An economist at the University of Ghana Business School, Prof Patrick Asuming says the latest decision of the Monetary Policy Committee of the Bank of Ghana to increase the policy rate is a balancing act between managing inflationary pressures and supporting business growth.
Prof. Asuming maintains that a critical analysis of the decision reveals that the committee was torn between maintaining macroeconomic stability and supporting growth by cutting the policy rate.
The Committee, at the end of its 123rd meeting by majority decision, raised the policy rate by 100 basis points from 27% to 28%. While the committee sees the decision as a necessary step to curb excess liquidity in the banking system, it has also tempered business expectations of a cut in the rate to propel a swift decline in lending rates.

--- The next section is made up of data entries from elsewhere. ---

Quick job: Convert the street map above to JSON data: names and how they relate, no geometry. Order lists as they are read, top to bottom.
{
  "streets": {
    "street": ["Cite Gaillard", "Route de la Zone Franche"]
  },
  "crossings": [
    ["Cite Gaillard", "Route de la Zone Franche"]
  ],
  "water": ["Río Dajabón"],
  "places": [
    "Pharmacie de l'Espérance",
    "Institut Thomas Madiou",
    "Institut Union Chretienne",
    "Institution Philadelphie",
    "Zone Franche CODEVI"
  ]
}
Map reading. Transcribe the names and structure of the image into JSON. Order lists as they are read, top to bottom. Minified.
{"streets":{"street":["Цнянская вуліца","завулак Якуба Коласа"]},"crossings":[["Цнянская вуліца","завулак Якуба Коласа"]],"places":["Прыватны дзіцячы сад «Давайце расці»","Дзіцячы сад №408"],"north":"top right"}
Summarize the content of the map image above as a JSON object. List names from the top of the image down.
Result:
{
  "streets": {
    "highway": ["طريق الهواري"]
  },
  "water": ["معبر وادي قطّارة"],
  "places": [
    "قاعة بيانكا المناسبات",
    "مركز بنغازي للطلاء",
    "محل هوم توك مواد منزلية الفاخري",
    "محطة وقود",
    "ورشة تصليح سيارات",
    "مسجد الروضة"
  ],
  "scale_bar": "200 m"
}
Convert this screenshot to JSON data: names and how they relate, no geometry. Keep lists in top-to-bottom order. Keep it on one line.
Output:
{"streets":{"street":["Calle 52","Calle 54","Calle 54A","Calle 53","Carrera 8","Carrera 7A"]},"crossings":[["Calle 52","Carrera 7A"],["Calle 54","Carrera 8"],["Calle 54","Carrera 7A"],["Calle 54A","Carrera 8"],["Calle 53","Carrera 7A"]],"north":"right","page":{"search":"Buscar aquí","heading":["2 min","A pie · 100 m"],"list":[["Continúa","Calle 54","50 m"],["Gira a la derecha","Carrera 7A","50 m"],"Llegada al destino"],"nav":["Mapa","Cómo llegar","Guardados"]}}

Prof. Asuming explained that although businesses were anticipating a reduction in lending rates following the downward trend in treasury bill rates, the central bank appears to believe that such a move is premature.
In addition, the economist believes it is the view of the Bank of Ghana that there is excess liquidity in the system, and hence, a reduction in the policy rate might heighten inflationary pressures and disrupt the fairly stable currency.
“Hearing that there is more liquidity in the system than expected, especially since there was a liquidity injection last year, then perhaps it’s not too surprising that they decided to raise the policy rate. There is a clear attempt to improve the liquidity management within the banking system. It’s that the MPC is of the view that there is too much liquidity in the system so that is something that they are going to crack down.” Prof. Asuming explained.

With inflation still a key concern, the Bank of Ghana seems to be prioritizing macroeconomic stability over immediate lending rate relief.
Prof. Asuming suggests that the central bank is likely betting on a more stable cedi and controlled inflation as preferable trade-offs to a rapid reduction in interest rates for businesses.
He said. “if this rake hike helps to stabilize the cedi, since the cedi’s instability is one of the major headaches for businesses, in that sense, it’s a balancing act. On one hand, yes, we would have wished that lending rates would have come down faster, but probably they will think that if the cedi is more stable. inflation also becomes stable, and the macroeconomic environment improves; they will probably take that over some rate reduction.”

This latest move underscores the Bank of Ghana’s cautious approach in navigating the complex dynamics of monetary policy.
While businesses and consumers may feel the pinch of sustained high lending rates, policymakers are betting that a stronger macroeconomic foundation will yield long-term benefits.